But it’s 2005 that causes Sox fans to overrate him. Do you think if the Sox don’t win the WS that year, his number is retired? I don’t. I think he’d still be loved, but not in the same “overrated” way.
Can’t call him overrated, then “but” thank him for the one thing that makes him overrated. You can “and” thank him. Just need a different conjunction.
Actually, your first post gets the ‘oh’. 4th, 5th, 7th and 7th best offensive first baseman isn’t nothing.
For a franchise who didn’t have so many stars from 2000 through today, Konerko and Buehrle are the players you have to consider. Nobody’s saying Konerko’s hall-worthy.
It makes me think of a great talk-radio rejoinder – “Who’s overrating him??” He has 27 fucking WAR. He was solid in a post-season run that resulted in a World Series. Nobody’s ‘rating’ him beyond that. Please explain.
It’s nothing when you’re talking about a Hall of Fame case, I guess.
So is “top tier” limited to 2 or 3 players then? Because i would imagine that 4th or 5th out of 30+ qualified players would make most people’s “top tier”.
yes, the internet is for semantics. good reminder.
i guess it depends if you want a ton of people in the HOF or not. if your best offensive seaon you were 4th place in wRC+ out of 24 1Bs (and we ignore defense and baserunning) and you think that’s HOF-worthy, then fuck it- give him a plaque. i choose not to ignore defense and baserunning and because of that, he’s nowhere near my “top tier” in any of those seasons. that’s because he was 9/21, 9/26, 7/24, 9/24, and 11/25 in fWAR among qualified 1Bs in his best offensive seasons.
to me, paul konerko is an average 1B with a few good seasons, a long career and a memorable postseason. the white sox have such a shitty history that guys like this get statues. sucks for us.

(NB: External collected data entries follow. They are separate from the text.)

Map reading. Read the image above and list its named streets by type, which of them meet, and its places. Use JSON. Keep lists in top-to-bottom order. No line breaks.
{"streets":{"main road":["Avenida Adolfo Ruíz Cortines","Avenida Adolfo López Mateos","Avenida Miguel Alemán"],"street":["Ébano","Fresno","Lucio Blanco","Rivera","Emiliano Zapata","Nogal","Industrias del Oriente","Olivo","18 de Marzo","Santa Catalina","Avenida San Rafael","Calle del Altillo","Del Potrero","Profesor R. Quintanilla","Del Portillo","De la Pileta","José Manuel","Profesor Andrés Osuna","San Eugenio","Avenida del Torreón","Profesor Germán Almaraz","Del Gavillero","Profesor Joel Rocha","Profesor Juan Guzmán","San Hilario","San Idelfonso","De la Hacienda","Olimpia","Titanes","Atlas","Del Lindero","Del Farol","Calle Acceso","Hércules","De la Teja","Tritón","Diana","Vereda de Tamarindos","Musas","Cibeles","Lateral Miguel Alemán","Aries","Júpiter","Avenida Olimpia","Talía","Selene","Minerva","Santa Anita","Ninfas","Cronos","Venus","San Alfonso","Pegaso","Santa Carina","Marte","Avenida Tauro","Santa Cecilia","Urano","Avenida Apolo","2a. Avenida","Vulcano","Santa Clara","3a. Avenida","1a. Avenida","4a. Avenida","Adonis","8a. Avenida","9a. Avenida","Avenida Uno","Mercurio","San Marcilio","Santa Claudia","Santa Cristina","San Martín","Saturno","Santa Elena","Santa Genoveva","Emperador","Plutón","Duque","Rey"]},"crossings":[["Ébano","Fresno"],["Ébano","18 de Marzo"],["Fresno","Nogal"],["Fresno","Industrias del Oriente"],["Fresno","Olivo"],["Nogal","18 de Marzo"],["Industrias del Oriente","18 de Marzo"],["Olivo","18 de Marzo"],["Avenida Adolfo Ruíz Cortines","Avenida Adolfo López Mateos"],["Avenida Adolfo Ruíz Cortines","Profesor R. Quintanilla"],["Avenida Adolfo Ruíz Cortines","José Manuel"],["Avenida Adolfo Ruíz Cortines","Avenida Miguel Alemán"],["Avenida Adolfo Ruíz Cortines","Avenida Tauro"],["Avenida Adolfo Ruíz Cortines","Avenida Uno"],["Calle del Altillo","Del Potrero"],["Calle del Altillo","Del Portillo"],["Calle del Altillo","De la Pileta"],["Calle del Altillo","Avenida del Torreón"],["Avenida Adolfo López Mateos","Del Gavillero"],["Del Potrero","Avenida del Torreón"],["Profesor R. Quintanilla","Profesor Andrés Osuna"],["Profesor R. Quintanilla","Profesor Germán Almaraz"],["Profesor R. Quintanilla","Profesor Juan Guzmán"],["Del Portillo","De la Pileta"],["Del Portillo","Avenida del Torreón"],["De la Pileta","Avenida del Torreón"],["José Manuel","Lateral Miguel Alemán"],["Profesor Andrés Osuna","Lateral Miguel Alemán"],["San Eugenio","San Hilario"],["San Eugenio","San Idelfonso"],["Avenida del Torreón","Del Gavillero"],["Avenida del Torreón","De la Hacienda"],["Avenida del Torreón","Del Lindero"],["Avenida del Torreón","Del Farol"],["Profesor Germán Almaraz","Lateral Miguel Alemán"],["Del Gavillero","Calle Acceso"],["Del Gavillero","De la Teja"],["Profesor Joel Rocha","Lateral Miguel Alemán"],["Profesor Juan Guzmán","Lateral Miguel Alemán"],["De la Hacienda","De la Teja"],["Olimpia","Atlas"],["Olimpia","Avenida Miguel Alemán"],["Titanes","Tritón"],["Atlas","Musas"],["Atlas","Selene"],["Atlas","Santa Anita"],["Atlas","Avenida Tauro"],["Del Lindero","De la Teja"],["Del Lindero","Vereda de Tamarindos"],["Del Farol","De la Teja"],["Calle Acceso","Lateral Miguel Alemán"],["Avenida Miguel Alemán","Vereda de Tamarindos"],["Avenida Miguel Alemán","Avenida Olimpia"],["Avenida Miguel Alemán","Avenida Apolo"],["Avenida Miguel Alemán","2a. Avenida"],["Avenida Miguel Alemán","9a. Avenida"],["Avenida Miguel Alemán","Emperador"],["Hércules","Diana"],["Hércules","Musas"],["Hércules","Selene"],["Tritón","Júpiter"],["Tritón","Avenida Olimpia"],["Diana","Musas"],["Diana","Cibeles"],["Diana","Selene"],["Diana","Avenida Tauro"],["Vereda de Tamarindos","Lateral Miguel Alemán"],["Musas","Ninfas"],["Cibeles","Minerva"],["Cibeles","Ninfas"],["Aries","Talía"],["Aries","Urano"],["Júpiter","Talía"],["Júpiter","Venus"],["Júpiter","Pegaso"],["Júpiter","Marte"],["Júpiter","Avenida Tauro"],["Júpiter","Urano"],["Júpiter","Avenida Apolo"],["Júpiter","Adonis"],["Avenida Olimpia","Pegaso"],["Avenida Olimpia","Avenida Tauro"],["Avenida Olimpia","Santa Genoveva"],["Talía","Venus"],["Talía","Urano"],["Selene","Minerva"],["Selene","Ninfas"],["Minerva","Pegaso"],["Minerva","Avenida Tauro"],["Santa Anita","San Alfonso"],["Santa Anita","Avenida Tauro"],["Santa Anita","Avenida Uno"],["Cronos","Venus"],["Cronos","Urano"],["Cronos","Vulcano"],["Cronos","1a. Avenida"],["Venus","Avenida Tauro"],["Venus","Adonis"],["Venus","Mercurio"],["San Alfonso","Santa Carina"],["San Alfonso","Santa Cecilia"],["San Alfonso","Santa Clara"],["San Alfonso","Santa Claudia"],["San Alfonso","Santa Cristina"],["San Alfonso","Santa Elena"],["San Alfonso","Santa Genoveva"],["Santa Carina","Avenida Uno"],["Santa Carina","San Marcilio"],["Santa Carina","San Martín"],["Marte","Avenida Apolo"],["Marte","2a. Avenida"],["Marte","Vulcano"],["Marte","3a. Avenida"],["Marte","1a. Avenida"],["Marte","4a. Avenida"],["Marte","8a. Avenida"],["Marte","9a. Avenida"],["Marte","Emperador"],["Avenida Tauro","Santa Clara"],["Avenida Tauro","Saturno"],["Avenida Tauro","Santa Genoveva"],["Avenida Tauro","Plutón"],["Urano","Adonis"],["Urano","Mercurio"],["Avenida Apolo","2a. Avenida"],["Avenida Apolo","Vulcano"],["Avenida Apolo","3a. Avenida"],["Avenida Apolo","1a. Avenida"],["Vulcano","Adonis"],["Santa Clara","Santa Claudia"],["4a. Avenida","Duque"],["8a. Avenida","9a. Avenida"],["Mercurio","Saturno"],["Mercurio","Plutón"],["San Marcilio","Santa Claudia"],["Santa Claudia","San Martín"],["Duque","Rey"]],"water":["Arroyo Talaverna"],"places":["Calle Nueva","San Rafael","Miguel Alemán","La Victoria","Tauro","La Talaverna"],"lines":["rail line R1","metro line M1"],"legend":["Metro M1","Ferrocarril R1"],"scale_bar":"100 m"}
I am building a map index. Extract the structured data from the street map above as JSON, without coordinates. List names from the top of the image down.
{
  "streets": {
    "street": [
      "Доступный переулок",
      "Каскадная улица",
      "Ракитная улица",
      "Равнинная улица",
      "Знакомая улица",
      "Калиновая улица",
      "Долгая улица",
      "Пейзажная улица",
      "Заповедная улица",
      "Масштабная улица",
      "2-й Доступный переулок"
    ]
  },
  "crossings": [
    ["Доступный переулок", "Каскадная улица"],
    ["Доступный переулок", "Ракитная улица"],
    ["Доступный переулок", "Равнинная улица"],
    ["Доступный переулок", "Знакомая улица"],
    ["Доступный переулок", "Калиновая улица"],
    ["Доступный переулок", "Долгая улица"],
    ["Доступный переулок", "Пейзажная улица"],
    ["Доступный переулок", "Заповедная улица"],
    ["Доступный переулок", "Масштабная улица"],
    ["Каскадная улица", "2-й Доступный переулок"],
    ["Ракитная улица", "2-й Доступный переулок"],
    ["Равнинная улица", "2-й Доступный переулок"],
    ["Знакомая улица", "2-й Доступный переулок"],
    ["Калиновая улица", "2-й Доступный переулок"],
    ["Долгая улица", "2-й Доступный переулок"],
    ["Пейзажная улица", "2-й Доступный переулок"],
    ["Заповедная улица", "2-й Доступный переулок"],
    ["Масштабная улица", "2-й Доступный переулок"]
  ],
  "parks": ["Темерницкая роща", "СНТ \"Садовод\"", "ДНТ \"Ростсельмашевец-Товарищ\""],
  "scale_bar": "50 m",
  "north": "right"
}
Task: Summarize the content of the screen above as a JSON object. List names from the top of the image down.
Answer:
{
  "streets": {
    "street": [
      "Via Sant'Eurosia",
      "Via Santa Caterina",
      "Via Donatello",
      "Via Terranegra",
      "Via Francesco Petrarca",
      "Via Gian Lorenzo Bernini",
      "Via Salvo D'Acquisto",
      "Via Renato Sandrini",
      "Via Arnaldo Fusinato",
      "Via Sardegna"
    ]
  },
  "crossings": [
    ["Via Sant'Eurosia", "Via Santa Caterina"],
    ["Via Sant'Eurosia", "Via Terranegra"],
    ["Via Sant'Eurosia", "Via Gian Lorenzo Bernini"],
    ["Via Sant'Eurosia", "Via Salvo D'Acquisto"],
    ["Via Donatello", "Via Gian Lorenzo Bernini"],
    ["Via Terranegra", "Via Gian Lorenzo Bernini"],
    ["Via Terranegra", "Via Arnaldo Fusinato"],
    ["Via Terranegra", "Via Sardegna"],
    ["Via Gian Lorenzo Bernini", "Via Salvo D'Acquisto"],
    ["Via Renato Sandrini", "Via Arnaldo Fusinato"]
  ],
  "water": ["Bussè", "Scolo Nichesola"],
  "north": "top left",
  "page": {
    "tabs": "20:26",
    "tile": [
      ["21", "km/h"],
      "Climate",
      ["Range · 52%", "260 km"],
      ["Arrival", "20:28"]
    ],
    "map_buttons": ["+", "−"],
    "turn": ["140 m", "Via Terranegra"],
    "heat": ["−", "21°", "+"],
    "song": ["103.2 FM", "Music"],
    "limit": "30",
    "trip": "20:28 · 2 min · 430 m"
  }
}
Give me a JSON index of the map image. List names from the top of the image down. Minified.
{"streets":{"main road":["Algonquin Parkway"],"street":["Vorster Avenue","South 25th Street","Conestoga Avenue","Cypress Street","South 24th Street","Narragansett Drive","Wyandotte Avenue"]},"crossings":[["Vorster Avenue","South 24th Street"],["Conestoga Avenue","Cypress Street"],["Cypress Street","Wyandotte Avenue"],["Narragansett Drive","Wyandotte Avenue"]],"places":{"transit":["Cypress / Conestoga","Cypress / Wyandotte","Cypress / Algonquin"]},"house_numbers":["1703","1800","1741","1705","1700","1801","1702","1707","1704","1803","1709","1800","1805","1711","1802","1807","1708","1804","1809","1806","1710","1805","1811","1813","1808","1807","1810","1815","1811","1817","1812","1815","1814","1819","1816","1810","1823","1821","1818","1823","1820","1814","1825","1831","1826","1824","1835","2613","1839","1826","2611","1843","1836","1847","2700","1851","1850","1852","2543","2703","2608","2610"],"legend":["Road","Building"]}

I’m not sure what you’re arguing against, here. I don’t see anyone claiming Paulie should be in the HoF. He’s merely one of the best 1B the Sox have ever had, and played a huge role in their one WS win that anyone alive can remember, and we celebrate him as such. Beloved doesn’t necessarily mean overrated.
“guys like this get statues.”
You seem to be suggesting that the best way to determine who gets statues (or gets their number retired or whatever) is to sort by wRC+ or fWAR and give them only to players above x threshold. That is just so far removed from the reality of what most fans (rightly!) enjoy or care about its ridiculous.
Paulie was a helluva hitter, was fun to watch, a fan-favorite, a key part of the World Series, took *less money* to play for the Sox his whole career, and gave Sox fans one of the top 3 to 5 moments in White Sox history. The few times I get to the South Side (I’m an out-of-towner), I greatly enjoy seeing the statue and you can be sure I don’t scoff and think “that clown’s best season is 4th in wRC+ among qualified first-basemen.”
We’re talking about the franchise that’s won one World Series since the players started wearing numbers yet has somehow retired more numbers than any team but the Yankees.
I think all 10 of the nominees on the veterans committee’s ballots this year deserve strong consideration. Whitaker, Tommy John and all the rest were great players, or in the case of Marvin Miller, had a big impact on the game.
I’ve never understood how a guy like Whitaker (with a career 75.1 WAR) has been basically shunned by voters, while a guy like Kirby Puckett (51.1) cruises into the Hall of Fame. Look, I agree that Puckett should be in, but why are some guys glorified so much while others who also have strong credentials are forced to struggle to get in?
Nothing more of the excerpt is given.